Cependant la belle Sophie de Condorcet avait un air imposant qui allait fort bien à son nom et à ses malheurs. Son sérieux lui tenait lieu de tristesse; et ses amis seuls savaient que sa gravité n'était pas invincible.

—Puisque vous venez ici en solliciteuse, dit à part madame Talma à Ellénore, il faut vous résigner à être un peu coquette, c'est l'unique moyen d'attendrir nos farouches républicains. Chénier, par exemple, vous saurait gré d'un petit mot sur sa dernière tragédie.

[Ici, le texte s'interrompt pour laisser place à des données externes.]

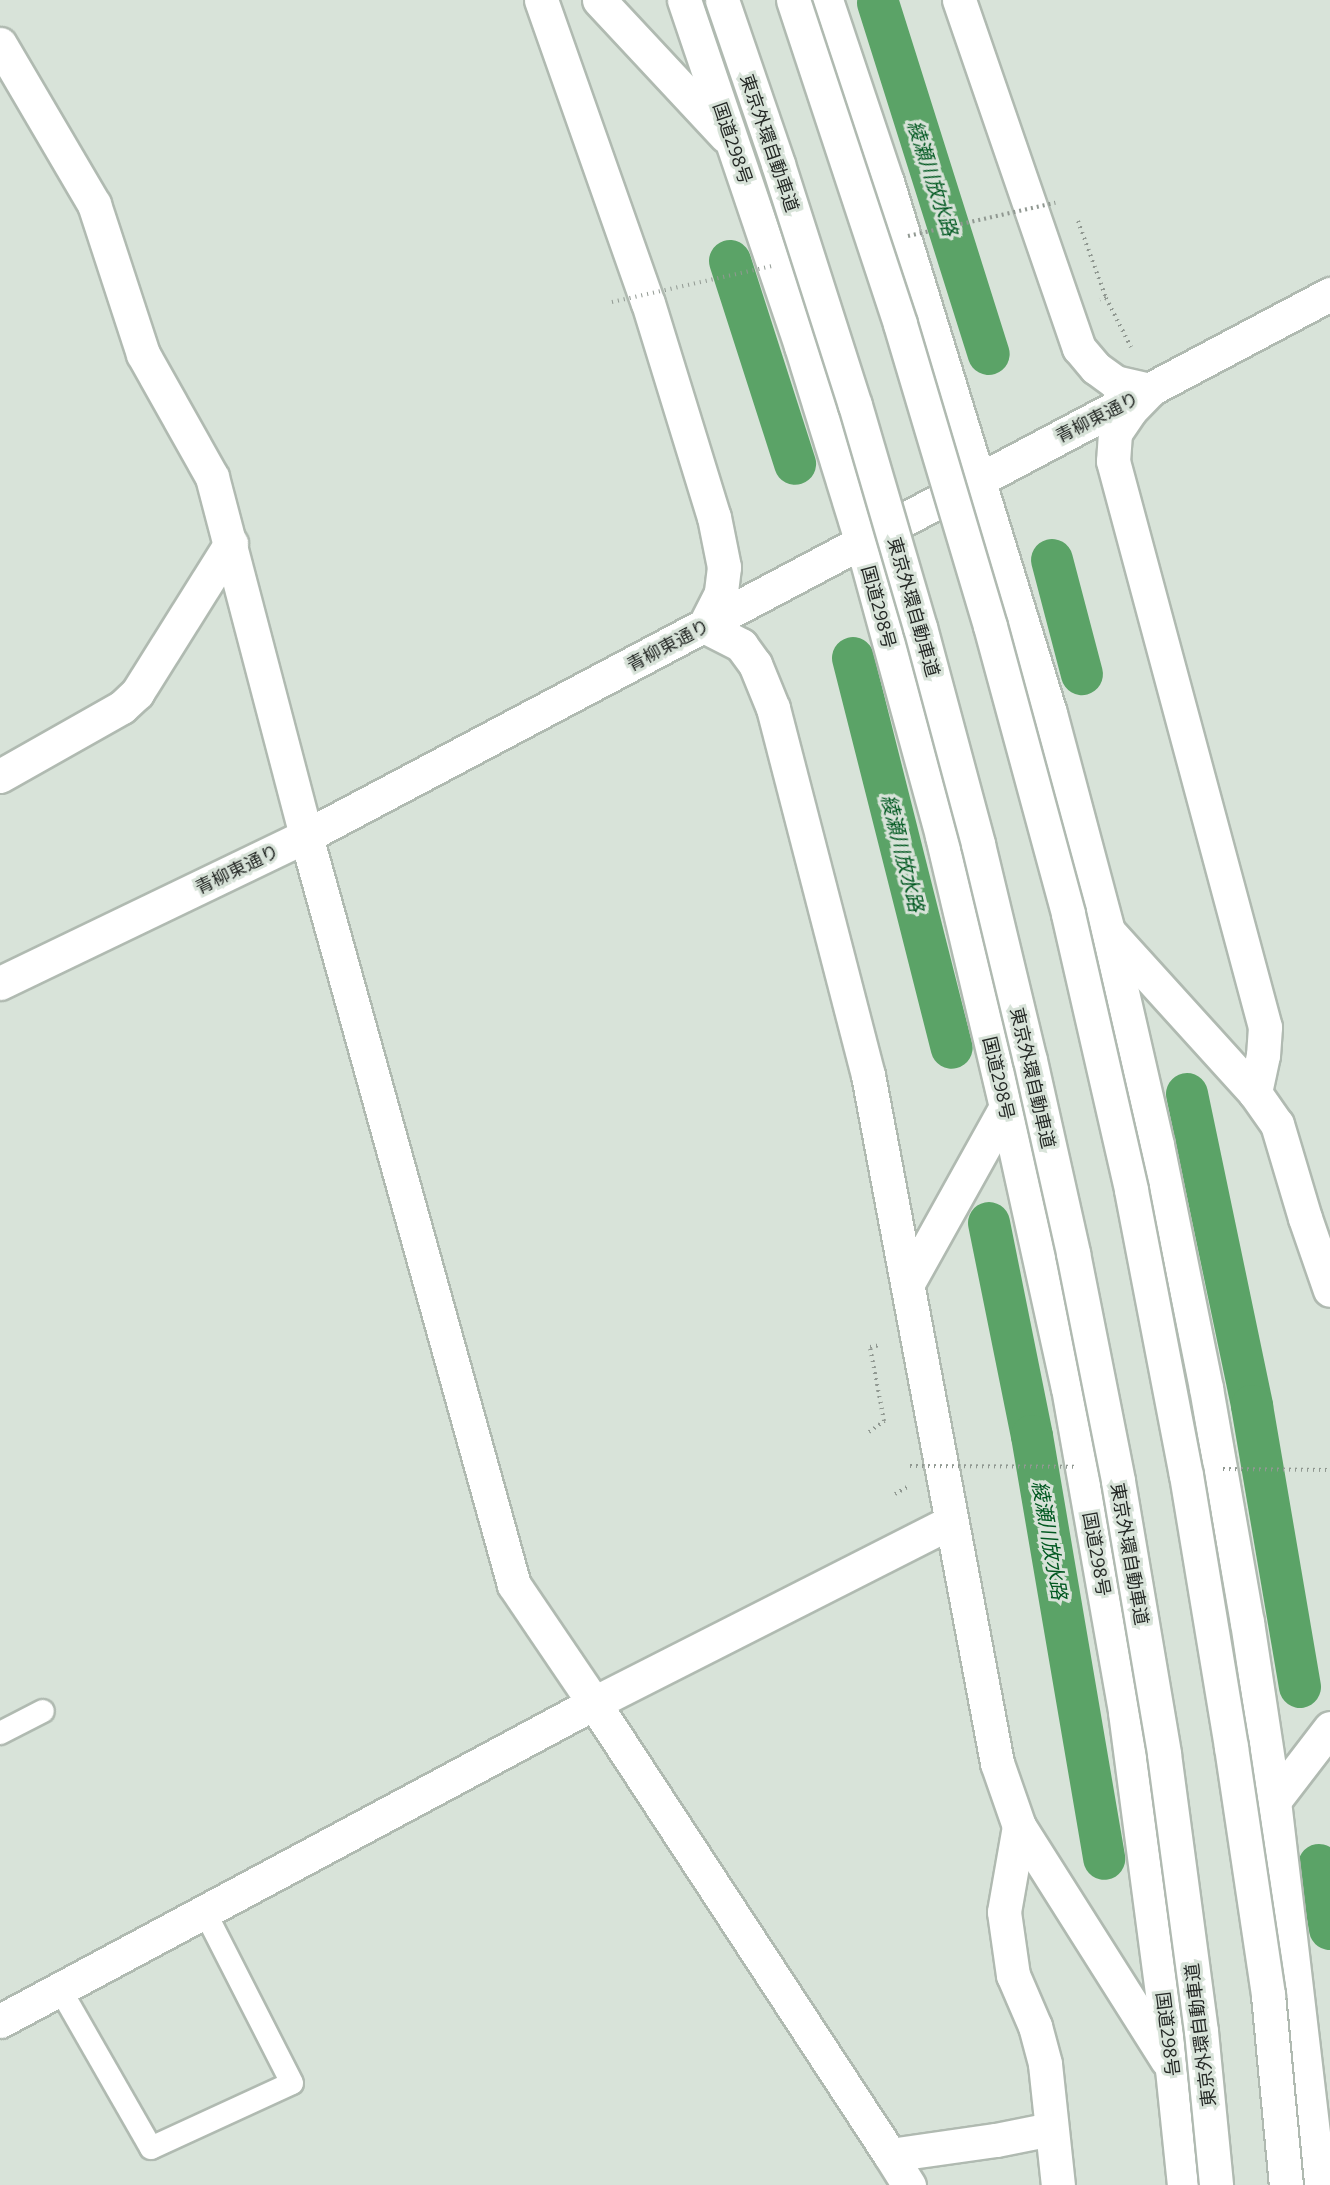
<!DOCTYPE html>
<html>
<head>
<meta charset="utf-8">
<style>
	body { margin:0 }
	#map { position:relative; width:1330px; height:2185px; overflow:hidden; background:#d8e3d9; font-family:"Open Sans","Noto Sans JP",sans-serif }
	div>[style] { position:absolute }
	.canal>* { height:42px; margin:-21px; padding:0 21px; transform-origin:21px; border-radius:21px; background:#5ba367 }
	.path>* { height:4px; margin-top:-2px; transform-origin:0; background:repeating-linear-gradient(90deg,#909891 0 1.5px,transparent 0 6px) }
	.roads { filter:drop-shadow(2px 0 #b0bab1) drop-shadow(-2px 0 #b0bab1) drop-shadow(0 2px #b0bab1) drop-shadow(0 -2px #b0bab1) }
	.lane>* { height:22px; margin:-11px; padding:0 11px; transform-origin:11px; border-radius:11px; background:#fff }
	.street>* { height:33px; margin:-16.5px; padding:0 16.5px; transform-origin:16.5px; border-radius:16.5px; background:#fff }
	.secondary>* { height:33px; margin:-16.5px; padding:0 16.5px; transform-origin:16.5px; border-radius:16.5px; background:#fff }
	.highway>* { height:33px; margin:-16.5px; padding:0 16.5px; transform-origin:16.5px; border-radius:16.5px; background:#fff }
	.path-bridge>* { height:4px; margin-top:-2px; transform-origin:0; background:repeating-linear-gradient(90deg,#909891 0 1.5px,transparent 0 6px) }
	.bridges { filter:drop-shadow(2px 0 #b0bab1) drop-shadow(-2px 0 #b0bab1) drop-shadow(0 2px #b0bab1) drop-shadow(0 -2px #b0bab1) }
	.highway-bridge>* { height:33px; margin:-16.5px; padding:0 16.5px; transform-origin:16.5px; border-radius:16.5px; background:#fff }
	span { translate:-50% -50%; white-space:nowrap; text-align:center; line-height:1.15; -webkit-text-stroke:6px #d8e3d9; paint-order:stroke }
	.street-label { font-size:18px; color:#242825 }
	.water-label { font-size:20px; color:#015820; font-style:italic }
</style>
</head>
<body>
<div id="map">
	<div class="canal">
		<div style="left:878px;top:3px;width:368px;rotate:72.5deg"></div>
		<div style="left:730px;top:261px;width:213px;rotate:72.2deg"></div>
		<div style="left:1052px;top:560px;width:118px;rotate:75.3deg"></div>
		<div style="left:853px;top:658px;width:402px;rotate:75.8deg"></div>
		<div style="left:1187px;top:1094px;width:319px;rotate:78.2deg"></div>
		<div style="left:1252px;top:1406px;width:285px;rotate:80.3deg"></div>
		<div style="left:989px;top:1223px;width:217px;rotate:78.6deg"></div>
		<div style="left:1032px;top:1436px;width:429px;rotate:80.3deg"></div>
		<div style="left:1319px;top:1865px;width:65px;rotate:80.2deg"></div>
	</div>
	<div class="path">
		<div style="left:1078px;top:221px;width:82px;rotate:70deg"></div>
		<div style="left:1106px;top:298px;width:6px;rotate:162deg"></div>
		<div style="left:1106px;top:298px;width:55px;rotate:63deg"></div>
		<div style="left:869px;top:1432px;width:19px;rotate:-36deg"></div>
		<div style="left:884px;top:1421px;width:75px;rotate:-100.7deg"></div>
		<div style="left:870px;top:1347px;width:10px;rotate:-11deg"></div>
		<div style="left:895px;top:1494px;width:14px;rotate:-30deg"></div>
	</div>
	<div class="roads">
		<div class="lane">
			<div style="left:0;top:1733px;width:48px;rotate:-27.1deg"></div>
			<div style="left:60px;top:1989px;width:183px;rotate:60.2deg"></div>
			<div style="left:151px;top:2148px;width:155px;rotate:-24.7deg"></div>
			<div style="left:292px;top:2083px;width:192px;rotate:-117deg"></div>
		</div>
		<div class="street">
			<div style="left:541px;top:0;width:321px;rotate:70.6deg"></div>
			<div style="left:648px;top:303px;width:224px;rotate:72.9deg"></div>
			<div style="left:714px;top:517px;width:51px;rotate:78.7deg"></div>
			<div style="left:724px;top:567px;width:26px;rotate:97deg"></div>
			<div style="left:721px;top:593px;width:37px;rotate:117deg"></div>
			<div style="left:704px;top:626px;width:42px;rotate:27.2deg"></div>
			<div style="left:741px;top:645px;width:24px;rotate:54deg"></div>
			<div style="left:755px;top:664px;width:48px;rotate:67.8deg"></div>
			<div style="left:773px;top:708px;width:379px;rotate:75.5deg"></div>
			<div style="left:868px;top:1075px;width:700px;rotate:79.38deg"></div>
			<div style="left:997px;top:1763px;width:67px;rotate:70.8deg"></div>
			<div style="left:1019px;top:1826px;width:87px;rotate:99.9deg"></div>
			<div style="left:1004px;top:1912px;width:64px;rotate:81.9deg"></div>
			<div style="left:1013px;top:1975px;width:56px;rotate:66.7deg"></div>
			<div style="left:1035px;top:2026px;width:39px;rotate:75deg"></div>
			<div style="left:1045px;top:2064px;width:122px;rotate:83.9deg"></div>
			<div style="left:959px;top:0;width:368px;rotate:71deg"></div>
			<div style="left:1079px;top:348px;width:26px;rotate:50deg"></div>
			<div style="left:1096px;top:368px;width:24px;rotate:36deg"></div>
			<div style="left:1115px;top:382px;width:36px;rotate:13deg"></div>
			<div style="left:1150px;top:390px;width:29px;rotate:134deg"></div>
			<div style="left:1130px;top:411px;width:27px;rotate:124deg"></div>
			<div style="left:1115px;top:433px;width:28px;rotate:94deg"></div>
			<div style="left:1113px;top:461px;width:586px;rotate:74.97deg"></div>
			<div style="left:1265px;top:1027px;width:28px;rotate:94deg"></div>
			<div style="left:1263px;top:1055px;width:39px;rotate:102deg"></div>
			<div style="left:1255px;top:1093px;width:38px;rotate:55deg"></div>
			<div style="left:1277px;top:1124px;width:98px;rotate:73.4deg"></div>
			<div style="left:1305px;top:1218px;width:76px;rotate:70.9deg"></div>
			<div style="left:0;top:44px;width:186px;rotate:59.6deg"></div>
			<div style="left:94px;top:204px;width:158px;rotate:71.9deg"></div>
			<div style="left:143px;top:354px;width:141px;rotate:60.7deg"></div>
			<div style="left:212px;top:477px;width:371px;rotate:75.3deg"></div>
			<div style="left:306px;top:836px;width:777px;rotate:74.48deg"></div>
			<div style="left:514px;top:1585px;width:143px;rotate:55.9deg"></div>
			<div style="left:594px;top:1703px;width:540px;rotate:56.78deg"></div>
			<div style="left:890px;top:2155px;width:107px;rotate:-8.1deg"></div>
			<div style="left:996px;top:2140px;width:56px;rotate:-11.3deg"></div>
			<div style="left:0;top:776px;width:140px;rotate:-29.5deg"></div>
			<div style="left:122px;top:707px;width:21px;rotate:-43deg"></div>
			<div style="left:137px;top:693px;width:177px;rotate:-57.9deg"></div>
			<div style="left:0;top:2021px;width:674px;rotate:-28.16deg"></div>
			<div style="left:594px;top:1703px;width:400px;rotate:-26.9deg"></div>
			<div style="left:890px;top:2155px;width:36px;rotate:58deg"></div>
		</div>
		<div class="secondary">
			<div style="left:0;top:983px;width:339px;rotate:-25.7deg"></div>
			<div style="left:306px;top:836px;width:1159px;rotate:-27.89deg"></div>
		</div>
		<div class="highway">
			<div style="left:599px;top:0;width:186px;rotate:47deg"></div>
			<div style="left:684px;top:0;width:365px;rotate:71.3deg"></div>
			<div style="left:801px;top:346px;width:206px;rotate:72.8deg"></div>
			<div style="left:862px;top:543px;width:304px;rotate:74.7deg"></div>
			<div style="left:942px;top:836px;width:278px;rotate:76.7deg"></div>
			<div style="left:1006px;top:1107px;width:288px;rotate:77.6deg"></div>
			<div style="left:1068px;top:1388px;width:329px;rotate:80deg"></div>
			<div style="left:1125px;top:1712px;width:360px;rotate:82.5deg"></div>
			<div style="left:1172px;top:2069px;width:117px;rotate:84.1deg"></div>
			<div style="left:826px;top:0;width:192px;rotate:71.5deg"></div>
			<div style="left:887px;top:182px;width:555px;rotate:72.94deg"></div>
			<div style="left:1050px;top:713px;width:226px;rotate:75.1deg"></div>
			<div style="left:1108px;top:931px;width:220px;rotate:77.1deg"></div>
			<div style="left:1157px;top:1145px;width:248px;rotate:78.6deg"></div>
			<div style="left:1206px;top:1388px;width:238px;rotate:80.1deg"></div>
			<div style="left:1247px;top:1622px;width:181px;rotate:81.4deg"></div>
			<div style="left:1274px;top:1801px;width:387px;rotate:83.3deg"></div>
			<div style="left:1109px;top:932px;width:217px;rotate:47.8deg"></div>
			<div style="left:908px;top:1283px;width:201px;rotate:-60.9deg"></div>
			<div style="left:1274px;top:1801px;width:92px;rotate:-52.5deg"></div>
			<div style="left:1019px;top:1826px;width:277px;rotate:57.7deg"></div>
		</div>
	</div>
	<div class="path-bridge">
		<div style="left:908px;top:236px;width:151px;rotate:-12.7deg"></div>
		<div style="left:612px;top:302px;width:164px;rotate:-12.7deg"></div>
		<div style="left:910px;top:1466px;width:167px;rotate:0.3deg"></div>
		<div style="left:1223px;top:1469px;width:107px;rotate:0.5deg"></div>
	</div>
	<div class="bridges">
		<div class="highway-bridge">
			<div style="left:722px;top:0;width:173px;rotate:71.1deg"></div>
			<div style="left:778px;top:164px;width:253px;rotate:72.3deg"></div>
			<div style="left:855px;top:405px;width:231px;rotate:73.7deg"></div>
			<div style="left:920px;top:627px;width:225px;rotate:75deg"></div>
			<div style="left:978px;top:844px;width:222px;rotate:76.5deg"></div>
			<div style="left:1030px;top:1060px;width:198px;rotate:77.4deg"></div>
			<div style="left:1073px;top:1253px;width:232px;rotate:78.8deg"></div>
			<div style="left:1118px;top:1481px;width:277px;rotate:80.4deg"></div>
			<div style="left:1164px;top:1754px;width:279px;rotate:82.4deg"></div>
			<div style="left:1201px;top:2031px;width:155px;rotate:84.4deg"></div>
			<div style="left:793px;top:0;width:341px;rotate:71.7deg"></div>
			<div style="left:900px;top:324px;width:315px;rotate:73.4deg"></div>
			<div style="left:990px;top:626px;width:298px;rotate:74.8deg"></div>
			<div style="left:1068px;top:914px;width:283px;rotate:77.1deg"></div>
			<div style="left:1131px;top:1190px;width:290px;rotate:79.1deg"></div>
			<div style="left:1186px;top:1475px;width:276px;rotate:80.6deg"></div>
			<div style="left:1231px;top:1747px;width:251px;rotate:81.5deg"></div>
			<div style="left:1268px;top:1995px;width:191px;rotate:84.6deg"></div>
		</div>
	</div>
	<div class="street-label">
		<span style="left:733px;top:143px;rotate:71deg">国道298号</span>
		<span style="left:770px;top:143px;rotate:71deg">東京外環自動車道</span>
		<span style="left:1097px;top:417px;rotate:-27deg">青柳東通り</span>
		<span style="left:879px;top:607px;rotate:75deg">国道298号</span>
		<span style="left:914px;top:607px;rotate:74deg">東京外環自動車道</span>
		<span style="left:668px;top:645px;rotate:-28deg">青柳東通り</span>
		<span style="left:237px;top:869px;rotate:-26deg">青柳東通り</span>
		<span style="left:999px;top:1078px;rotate:77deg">国道298号</span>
		<span style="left:1033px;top:1078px;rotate:77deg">東京外環自動車道</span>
		<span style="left:1097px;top:1554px;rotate:80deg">国道298号</span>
		<span style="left:1130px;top:1554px;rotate:80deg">東京外環自動車道</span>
		<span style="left:1168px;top:2034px;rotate:83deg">国道298号</span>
		<span style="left:1200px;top:2035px;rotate:-97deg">東京外環自動車道</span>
	</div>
	<div class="water-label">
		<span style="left:933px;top:178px;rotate:72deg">綾瀬川放水路</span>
		<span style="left:903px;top:853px;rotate:76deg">綾瀬川放水路</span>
		<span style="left:1050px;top:1540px;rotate:80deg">綾瀬川放水路</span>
	</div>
</div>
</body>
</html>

—Sur Timoléon, répondit Ellénore, je croyais que c'était lui rendre service que de n'en rien dire.

—Il ne tient pas à ces sortes de délicatesse, reprit en souriant madame Talma. Vantez-le, n'importe comment. C'est l'homme du monde le plus sensible à l'éloge, surtout lorsqu'il sort d'une jolie bouche.

—Je ne saurais; il a l'air trop dédaigneux.

—Ah! si vous en êtes encore à croire aux airs, vous ne parviendrez à rien de ce que vous voulez. Apprenez donc, ma chère enfant, qu'on se donne toujours l'air du caractère le plus opposé au sien; par exemple, Chénier, qui affecte des principes antimonarchiques, et nous écrit des odes spartiates, est marquis dans l'âme; il fait faire antichambre chez lui aux sans-culottes, comme les courtisans faisaient antichambre chez le prince de Rohan. C'est toujours les mêmes souplesses d'une part, les mêmes airs protecteurs de l'autre. Les révolutions déplacent les choses et les gens, mais ne les changent pas de nature. Chénier est né aristocrate; la peur des cachots et de la guillotine l'a fait républicain. N'allez pas en rien conclure contre sa bravoure. Il a prouvé, dans plus d'une circonstance, qu'il savait porter l'épée d'un gentilhomme; mais on en a vu d'aussi braves que lui fléchir devant l'échafaud: il n'y a que nous autres femmes qui n'y prenions pas garde. C'est qu'il menaçait d'ordinaire ceux que nous aimions plus que la vie. Vous êtes là pour le prouver, car le moment de votre arrivée ici fut bien mal choisi; mais votre courage a été récompensé: ne vous en faites pas un droit pour commettre la moindre imprudence. La chute de Robespierre n'a pas entraîné celle de tous ses amis, et ce qu'il en reste est sans pitié pour les partisans de l'ancien régime. On sait que vous en recevez plusieurs. Eh bien, dans leur intérêt même, faites-vous des amis parmi les nôtres. Il y en a de dignes d'une préférence.

—Je n'en doute pas, reprit Ellénore, puisqu'ils sont honorés de la vôtre; mais vous me permettrez, madame, de m'en tenir à votre protection.

En disant ces mots, Ellénore se retira.